### Extracted entries
******
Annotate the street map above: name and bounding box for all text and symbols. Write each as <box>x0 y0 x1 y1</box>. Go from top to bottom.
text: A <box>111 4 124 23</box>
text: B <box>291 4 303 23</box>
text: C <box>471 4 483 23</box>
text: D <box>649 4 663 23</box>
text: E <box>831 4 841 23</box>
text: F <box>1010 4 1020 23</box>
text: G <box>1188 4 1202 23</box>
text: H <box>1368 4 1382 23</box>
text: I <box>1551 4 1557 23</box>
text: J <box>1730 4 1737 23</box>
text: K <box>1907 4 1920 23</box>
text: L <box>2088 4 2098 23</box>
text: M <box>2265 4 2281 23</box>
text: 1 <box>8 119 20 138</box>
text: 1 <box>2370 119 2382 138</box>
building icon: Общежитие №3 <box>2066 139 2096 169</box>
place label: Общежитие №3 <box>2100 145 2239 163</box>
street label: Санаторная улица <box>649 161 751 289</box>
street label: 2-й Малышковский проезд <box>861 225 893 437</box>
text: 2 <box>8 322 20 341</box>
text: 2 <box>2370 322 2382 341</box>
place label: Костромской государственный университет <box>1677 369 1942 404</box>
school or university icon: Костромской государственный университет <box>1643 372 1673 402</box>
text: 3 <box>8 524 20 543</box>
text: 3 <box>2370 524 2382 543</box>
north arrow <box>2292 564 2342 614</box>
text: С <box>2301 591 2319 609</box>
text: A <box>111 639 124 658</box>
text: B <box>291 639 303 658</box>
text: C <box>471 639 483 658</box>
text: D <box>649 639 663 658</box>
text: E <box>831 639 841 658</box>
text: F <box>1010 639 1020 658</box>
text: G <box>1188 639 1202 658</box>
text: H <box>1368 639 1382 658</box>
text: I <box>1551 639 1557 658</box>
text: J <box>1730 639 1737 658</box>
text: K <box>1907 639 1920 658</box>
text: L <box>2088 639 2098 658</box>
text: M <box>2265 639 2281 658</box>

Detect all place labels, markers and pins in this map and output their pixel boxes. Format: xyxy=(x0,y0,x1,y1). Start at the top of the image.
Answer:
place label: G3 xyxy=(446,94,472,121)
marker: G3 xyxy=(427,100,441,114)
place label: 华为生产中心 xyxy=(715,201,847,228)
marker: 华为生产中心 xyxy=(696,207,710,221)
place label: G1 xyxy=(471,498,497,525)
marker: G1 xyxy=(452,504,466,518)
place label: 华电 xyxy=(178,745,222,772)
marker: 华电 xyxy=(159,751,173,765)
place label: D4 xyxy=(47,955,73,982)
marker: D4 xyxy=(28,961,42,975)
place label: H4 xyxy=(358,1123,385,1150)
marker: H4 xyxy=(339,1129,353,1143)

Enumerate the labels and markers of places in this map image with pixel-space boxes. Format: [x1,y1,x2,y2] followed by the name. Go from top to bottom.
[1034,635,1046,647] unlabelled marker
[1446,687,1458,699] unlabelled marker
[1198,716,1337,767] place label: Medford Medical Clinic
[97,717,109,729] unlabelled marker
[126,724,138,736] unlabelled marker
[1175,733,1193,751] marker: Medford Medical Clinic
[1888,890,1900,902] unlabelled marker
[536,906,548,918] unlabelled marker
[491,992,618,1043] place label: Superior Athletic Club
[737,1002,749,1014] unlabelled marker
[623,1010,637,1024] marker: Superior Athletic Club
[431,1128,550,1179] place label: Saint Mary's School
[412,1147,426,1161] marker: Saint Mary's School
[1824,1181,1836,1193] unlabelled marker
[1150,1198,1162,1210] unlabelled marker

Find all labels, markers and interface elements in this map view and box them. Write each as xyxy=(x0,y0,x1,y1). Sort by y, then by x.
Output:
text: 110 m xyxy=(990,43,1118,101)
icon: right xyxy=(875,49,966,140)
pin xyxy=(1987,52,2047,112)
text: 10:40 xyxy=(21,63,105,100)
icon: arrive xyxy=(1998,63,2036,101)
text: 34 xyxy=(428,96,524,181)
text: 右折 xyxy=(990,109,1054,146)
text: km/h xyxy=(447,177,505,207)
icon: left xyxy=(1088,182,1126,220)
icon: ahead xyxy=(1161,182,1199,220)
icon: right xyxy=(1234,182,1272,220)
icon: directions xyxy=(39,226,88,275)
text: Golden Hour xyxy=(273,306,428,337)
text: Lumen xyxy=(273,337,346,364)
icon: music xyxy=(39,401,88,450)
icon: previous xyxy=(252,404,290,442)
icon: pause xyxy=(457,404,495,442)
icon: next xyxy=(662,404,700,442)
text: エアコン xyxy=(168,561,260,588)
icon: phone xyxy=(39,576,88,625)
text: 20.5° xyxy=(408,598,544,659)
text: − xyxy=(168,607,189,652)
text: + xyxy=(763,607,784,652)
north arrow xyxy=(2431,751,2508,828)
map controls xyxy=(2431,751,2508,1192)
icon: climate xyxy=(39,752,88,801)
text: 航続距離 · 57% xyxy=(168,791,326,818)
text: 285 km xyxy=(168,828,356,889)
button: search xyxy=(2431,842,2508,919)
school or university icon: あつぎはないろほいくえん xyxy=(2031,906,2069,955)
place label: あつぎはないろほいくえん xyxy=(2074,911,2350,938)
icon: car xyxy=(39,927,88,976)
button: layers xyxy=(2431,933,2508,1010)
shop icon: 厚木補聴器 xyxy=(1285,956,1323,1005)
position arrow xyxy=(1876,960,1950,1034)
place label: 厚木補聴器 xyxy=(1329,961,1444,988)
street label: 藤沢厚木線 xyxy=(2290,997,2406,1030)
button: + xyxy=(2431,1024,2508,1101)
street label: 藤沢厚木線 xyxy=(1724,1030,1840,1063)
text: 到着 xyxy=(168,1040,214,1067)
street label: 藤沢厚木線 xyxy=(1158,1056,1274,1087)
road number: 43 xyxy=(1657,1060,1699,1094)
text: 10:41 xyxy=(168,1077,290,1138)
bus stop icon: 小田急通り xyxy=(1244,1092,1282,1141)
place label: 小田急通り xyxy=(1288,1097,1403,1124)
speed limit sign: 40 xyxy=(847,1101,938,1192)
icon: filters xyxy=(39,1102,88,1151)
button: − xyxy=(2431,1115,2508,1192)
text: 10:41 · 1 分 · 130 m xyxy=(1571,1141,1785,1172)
******
### Work order
Repeat all the lines above verbatim.

### Problem solution
Annotate the street map above: name and bounding box for all text and symbols. Write each as <box>x0 y0 x1 y1</box>. Go from top to bottom.
text: A <box>111 4 124 23</box>
text: B <box>291 4 303 23</box>
text: C <box>471 4 483 23</box>
text: D <box>649 4 663 23</box>
text: E <box>831 4 841 23</box>
text: F <box>1010 4 1020 23</box>
text: G <box>1188 4 1202 23</box>
text: H <box>1368 4 1382 23</box>
text: I <box>1551 4 1557 23</box>
text: J <box>1730 4 1737 23</box>
text: K <box>1907 4 1920 23</box>
text: L <box>2088 4 2098 23</box>
text: M <box>2265 4 2281 23</box>
text: 1 <box>8 119 20 138</box>
text: 1 <box>2370 119 2382 138</box>
building icon: Общежитие №3 <box>2066 139 2096 169</box>
place label: Общежитие №3 <box>2100 145 2239 163</box>
street label: Санаторная улица <box>649 161 751 289</box>
street label: 2-й Малышковский проезд <box>861 225 893 437</box>
text: 2 <box>8 322 20 341</box>
text: 2 <box>2370 322 2382 341</box>
place label: Костромской государственный университет <box>1677 369 1942 404</box>
school or university icon: Костромской государственный университет <box>1643 372 1673 402</box>
text: 3 <box>8 524 20 543</box>
text: 3 <box>2370 524 2382 543</box>
north arrow <box>2292 564 2342 614</box>
text: С <box>2301 591 2319 609</box>
text: A <box>111 639 124 658</box>
text: B <box>291 639 303 658</box>
text: C <box>471 639 483 658</box>
text: D <box>649 639 663 658</box>
text: E <box>831 639 841 658</box>
text: F <box>1010 639 1020 658</box>
text: G <box>1188 639 1202 658</box>
text: H <box>1368 639 1382 658</box>
text: I <box>1551 639 1557 658</box>
text: J <box>1730 639 1737 658</box>
text: K <box>1907 639 1920 658</box>
text: L <box>2088 639 2098 658</box>
text: M <box>2265 639 2281 658</box>

Detect all place labels, markers and pins in this map and output their pixel boxes. Format: xyxy=(x0,y0,x1,y1). Start at the top of the image.
Answer:
place label: G3 xyxy=(446,94,472,121)
marker: G3 xyxy=(427,100,441,114)
place label: 华为生产中心 xyxy=(715,201,847,228)
marker: 华为生产中心 xyxy=(696,207,710,221)
place label: G1 xyxy=(471,498,497,525)
marker: G1 xyxy=(452,504,466,518)
place label: 华电 xyxy=(178,745,222,772)
marker: 华电 xyxy=(159,751,173,765)
place label: D4 xyxy=(47,955,73,982)
marker: D4 xyxy=(28,961,42,975)
place label: H4 xyxy=(358,1123,385,1150)
marker: H4 xyxy=(339,1129,353,1143)

Enumerate the labels and markers of places in this map image with pixel-space boxes. Format: [x1,y1,x2,y2] followed by the name. Go from top to bottom.
[1034,635,1046,647] unlabelled marker
[1446,687,1458,699] unlabelled marker
[1198,716,1337,767] place label: Medford Medical Clinic
[97,717,109,729] unlabelled marker
[126,724,138,736] unlabelled marker
[1175,733,1193,751] marker: Medford Medical Clinic
[1888,890,1900,902] unlabelled marker
[536,906,548,918] unlabelled marker
[491,992,618,1043] place label: Superior Athletic Club
[737,1002,749,1014] unlabelled marker
[623,1010,637,1024] marker: Superior Athletic Club
[431,1128,550,1179] place label: Saint Mary's School
[412,1147,426,1161] marker: Saint Mary's School
[1824,1181,1836,1193] unlabelled marker
[1150,1198,1162,1210] unlabelled marker

Find all labels, markers and interface elements in this map view and box them. Write each as xyxy=(x0,y0,x1,y1). Sort by y, then by x.
Output:
text: 110 m xyxy=(990,43,1118,101)
icon: right xyxy=(875,49,966,140)
pin xyxy=(1987,52,2047,112)
text: 10:40 xyxy=(21,63,105,100)
icon: arrive xyxy=(1998,63,2036,101)
text: 34 xyxy=(428,96,524,181)
text: 右折 xyxy=(990,109,1054,146)
text: km/h xyxy=(447,177,505,207)
icon: left xyxy=(1088,182,1126,220)
icon: ahead xyxy=(1161,182,1199,220)
icon: right xyxy=(1234,182,1272,220)
icon: directions xyxy=(39,226,88,275)
text: Golden Hour xyxy=(273,306,428,337)
text: Lumen xyxy=(273,337,346,364)
icon: music xyxy=(39,401,88,450)
icon: previous xyxy=(252,404,290,442)
icon: pause xyxy=(457,404,495,442)
icon: next xyxy=(662,404,700,442)
text: エアコン xyxy=(168,561,260,588)
icon: phone xyxy=(39,576,88,625)
text: 20.5° xyxy=(408,598,544,659)
text: − xyxy=(168,607,189,652)
text: + xyxy=(763,607,784,652)
north arrow xyxy=(2431,751,2508,828)
map controls xyxy=(2431,751,2508,1192)
icon: climate xyxy=(39,752,88,801)
text: 航続距離 · 57% xyxy=(168,791,326,818)
text: 285 km xyxy=(168,828,356,889)
button: search xyxy=(2431,842,2508,919)
school or university icon: あつぎはないろほいくえん xyxy=(2031,906,2069,955)
place label: あつぎはないろほいくえん xyxy=(2074,911,2350,938)
icon: car xyxy=(39,927,88,976)
button: layers xyxy=(2431,933,2508,1010)
shop icon: 厚木補聴器 xyxy=(1285,956,1323,1005)
position arrow xyxy=(1876,960,1950,1034)
place label: 厚木補聴器 xyxy=(1329,961,1444,988)
street label: 藤沢厚木線 xyxy=(2290,997,2406,1030)
button: + xyxy=(2431,1024,2508,1101)
street label: 藤沢厚木線 xyxy=(1724,1030,1840,1063)
text: 到着 xyxy=(168,1040,214,1067)
street label: 藤沢厚木線 xyxy=(1158,1056,1274,1087)
road number: 43 xyxy=(1657,1060,1699,1094)
text: 10:41 xyxy=(168,1077,290,1138)
bus stop icon: 小田急通り xyxy=(1244,1092,1282,1141)
place label: 小田急通り xyxy=(1288,1097,1403,1124)
speed limit sign: 40 xyxy=(847,1101,938,1192)
icon: filters xyxy=(39,1102,88,1151)
button: − xyxy=(2431,1115,2508,1192)
text: 10:41 · 1 分 · 130 m xyxy=(1571,1141,1785,1172)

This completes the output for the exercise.